My pastor says love smells like pancakes. 

I disagree. To me, love smells like fresh sheets on a newly made bed and takeout Chinese.

I remember coming home one day to find that my husband had taken in the laundry and made the bed, one of my least favorite chores. I felt loved.

And one Saturday this spring I was sick, tired, and discouraged. I’d been fighting a mysterious virus for over two weeks and I was still languishing on the couch in my pajamas long after I was ready to be well. And to make matters worse, I was hungry.

Hungry is bad enough, but sick and hungry is downright pitiful. As tears formed in the corners of my eyes, and I wondered if it was possible to starve to death within 20 feet of a refrigerator, in walked my husband with a bag full of takeout Chinese food from my favorite restaurant. Now that’s love.

The contrast between my pastor’s pancakes and my fresh sheets demonstrates an interesting fact about how human beings give and receive love: what screams love to one person doesn’t even whisper love to another. 

Dr. Gary Chapman, in his book, The Five Love Languages, backs up this observation with over 25 years of research. Human beings, he proposes, each have a primary love language—the way they best give and receive love. Acts of service is mine, but others’ are words of affirmation, physical touch and closeness, quality time, and gift giving.

Not knowing our spouse’s love language doesn’t usually get us into trouble. We get into trouble when we know what our spouse’s love language is, and we don’t speak it. It is rare to have two people with the same love language sharing the same marriage. Remember, opposites attract. The same is often true with parents, children, and friends.

Typically, we default to our primary love language when we interact with each other. It happens at my house all the time. I bustle around all day doing stuff for my husband–cooking, cleaning, and running errands—all the things I wish someone would do for me.
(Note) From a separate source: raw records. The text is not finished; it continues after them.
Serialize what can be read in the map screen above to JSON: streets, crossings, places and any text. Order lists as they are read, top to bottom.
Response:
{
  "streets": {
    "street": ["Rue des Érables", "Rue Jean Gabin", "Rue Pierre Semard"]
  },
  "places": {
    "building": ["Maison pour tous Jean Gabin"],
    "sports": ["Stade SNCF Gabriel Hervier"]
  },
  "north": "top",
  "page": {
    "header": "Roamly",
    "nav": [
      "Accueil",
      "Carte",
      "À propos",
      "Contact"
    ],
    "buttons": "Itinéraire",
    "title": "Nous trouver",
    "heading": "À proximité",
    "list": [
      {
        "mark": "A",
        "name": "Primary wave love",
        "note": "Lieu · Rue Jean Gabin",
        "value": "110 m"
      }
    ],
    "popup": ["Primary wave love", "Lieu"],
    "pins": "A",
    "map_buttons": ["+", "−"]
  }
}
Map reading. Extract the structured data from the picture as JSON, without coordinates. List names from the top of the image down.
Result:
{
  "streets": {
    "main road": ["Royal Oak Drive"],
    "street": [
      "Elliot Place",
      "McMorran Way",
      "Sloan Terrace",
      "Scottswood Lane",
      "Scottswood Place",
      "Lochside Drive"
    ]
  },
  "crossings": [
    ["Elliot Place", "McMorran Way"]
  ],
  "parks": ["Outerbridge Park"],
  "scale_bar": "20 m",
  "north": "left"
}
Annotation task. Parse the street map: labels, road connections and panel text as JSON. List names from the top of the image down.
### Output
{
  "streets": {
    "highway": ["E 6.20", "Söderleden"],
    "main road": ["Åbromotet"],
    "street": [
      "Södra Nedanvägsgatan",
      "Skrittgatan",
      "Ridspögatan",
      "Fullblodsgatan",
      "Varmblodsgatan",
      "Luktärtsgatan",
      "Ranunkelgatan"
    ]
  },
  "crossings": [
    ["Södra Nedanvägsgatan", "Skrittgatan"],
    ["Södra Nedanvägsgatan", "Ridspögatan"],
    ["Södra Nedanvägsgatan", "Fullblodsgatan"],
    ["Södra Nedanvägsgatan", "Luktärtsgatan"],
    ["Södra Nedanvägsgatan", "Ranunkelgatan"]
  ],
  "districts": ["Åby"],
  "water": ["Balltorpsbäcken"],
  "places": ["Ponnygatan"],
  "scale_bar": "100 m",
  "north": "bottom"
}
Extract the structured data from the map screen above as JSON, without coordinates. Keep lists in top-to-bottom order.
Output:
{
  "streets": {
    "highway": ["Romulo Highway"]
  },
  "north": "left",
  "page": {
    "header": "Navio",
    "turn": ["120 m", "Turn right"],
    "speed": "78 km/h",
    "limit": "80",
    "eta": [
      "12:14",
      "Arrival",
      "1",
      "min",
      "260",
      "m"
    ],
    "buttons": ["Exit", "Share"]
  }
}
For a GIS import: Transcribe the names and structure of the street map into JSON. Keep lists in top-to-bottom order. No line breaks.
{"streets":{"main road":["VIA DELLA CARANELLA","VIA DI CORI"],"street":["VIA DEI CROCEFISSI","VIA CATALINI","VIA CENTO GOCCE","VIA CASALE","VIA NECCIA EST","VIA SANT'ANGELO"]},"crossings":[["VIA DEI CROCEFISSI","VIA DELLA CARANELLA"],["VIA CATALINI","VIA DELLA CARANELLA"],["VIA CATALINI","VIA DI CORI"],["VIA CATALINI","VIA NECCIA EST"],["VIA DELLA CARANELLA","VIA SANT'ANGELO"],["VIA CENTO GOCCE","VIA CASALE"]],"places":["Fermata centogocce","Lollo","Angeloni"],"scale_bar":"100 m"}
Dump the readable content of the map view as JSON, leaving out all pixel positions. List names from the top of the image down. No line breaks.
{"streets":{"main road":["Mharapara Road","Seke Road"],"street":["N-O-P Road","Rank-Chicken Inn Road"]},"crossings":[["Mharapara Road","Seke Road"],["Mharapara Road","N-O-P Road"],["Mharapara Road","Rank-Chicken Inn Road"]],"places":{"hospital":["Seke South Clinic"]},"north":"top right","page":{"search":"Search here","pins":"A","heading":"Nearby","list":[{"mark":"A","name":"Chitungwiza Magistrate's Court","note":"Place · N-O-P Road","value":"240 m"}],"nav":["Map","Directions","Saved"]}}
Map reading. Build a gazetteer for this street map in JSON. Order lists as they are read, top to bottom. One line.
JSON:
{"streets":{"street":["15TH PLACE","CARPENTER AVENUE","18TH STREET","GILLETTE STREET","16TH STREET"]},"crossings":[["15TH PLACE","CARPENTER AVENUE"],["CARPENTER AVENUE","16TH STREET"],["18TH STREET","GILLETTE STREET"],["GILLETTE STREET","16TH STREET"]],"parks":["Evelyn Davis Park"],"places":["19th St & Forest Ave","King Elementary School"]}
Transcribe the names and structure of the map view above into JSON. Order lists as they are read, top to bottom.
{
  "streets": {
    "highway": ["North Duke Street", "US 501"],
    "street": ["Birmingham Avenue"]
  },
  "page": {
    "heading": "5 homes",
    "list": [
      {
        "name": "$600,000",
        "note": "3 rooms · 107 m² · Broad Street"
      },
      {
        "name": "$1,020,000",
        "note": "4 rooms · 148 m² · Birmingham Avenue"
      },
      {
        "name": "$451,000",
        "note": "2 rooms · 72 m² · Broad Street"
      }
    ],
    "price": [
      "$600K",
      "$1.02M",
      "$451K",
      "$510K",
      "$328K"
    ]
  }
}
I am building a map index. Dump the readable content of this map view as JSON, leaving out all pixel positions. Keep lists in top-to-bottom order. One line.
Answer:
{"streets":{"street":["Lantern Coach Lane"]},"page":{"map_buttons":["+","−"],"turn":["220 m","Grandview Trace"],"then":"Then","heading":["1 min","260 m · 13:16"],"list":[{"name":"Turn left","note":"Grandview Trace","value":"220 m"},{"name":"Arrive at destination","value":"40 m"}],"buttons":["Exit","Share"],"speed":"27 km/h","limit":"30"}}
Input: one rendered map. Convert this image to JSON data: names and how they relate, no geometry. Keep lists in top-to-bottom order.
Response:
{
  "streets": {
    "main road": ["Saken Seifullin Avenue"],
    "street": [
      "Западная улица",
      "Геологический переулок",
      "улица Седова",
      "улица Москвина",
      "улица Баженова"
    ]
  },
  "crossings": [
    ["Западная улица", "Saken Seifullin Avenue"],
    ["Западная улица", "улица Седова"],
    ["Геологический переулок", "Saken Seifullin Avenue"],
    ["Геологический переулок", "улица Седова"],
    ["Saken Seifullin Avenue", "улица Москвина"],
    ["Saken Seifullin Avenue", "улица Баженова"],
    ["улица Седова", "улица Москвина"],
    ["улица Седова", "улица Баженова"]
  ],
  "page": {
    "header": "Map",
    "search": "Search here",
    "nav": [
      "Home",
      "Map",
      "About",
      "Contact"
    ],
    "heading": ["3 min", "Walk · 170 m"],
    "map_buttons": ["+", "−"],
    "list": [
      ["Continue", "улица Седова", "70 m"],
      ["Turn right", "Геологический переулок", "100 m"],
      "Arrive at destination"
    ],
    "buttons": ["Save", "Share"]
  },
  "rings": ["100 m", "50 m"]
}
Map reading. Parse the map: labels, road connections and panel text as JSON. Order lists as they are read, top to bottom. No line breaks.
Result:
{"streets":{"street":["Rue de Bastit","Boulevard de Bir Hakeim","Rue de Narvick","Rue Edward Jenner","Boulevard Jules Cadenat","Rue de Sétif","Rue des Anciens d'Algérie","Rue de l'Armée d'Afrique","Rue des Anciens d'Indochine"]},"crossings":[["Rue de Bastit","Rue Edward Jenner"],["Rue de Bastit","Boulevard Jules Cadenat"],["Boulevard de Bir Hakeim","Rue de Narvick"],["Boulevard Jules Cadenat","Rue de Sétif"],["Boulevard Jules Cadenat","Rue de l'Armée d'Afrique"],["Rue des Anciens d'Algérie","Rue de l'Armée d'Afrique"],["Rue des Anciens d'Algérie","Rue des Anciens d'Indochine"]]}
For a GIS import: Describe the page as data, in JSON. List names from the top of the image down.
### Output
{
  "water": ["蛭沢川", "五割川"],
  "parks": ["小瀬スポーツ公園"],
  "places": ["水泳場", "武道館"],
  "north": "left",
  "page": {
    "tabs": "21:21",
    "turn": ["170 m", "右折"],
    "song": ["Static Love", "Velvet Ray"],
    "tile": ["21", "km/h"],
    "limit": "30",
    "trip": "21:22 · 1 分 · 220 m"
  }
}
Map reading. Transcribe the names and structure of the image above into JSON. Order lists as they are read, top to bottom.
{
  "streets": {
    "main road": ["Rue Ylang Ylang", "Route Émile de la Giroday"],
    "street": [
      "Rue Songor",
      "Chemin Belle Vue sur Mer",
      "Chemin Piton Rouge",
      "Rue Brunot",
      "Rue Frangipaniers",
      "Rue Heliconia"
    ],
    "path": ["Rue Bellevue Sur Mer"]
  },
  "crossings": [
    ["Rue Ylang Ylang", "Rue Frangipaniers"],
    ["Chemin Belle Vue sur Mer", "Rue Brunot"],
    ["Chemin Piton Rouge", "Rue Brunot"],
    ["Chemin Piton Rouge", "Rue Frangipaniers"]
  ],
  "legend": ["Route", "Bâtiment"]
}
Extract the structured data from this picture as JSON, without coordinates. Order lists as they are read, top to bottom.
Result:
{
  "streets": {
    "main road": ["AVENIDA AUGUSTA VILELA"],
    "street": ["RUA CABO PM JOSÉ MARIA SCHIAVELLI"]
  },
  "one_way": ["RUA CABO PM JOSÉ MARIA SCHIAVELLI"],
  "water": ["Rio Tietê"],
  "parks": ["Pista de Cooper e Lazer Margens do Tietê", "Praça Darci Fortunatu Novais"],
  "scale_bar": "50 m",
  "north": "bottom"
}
Meanwhile, my husband, who couldn’t care less about whether the kitchen floor is spotless or the closets are organized, but blossoms when I speak words of affirmation, is starving to death for a kind word.

Likewise, he has tried to convince me for years that my love language is NOT acts of service. He’d much prefer to sit on the couch for hours telling me how wonderful I am than mowing the grass, fixing the drain, and fetching takeout Chinese.

If we know this, why do we continue to struggle?

It comes down to two reasons, and neither of them are pretty: We are selfish, and we are lazy.

Human beings are naturally selfish. This is why our default setting prompts us to demonstrate love in the ways we prefer. Speaking a love language that doesn’t come naturally means that we have to deny ourselves and act outside our preferences, strengths, and interests to serve someone else. Sometimes, on the surface, there’s nothing in it for us. Let me paraphrase the words of Jesus, “If we love those in the way we prefer to be loved, what reward do we have? Even the pagans do this.”

The second reason we fail to speak our spouse’s love language is because we are lazy. Now that’s an ugly thought. True, but ugly.

It’s easy to look self-righteously at myself and all I’m doing for my husband and think I’m actively demonstrating love. In reality it’s the exact opposite. I’m lazily choosing to speak the language I prefer, the language of service, when he desperately needs to hear the language of affirmation. Because encouraging words don’t mean as much to me, and they take more effort because they don’t come naturally, I default to my love language instead.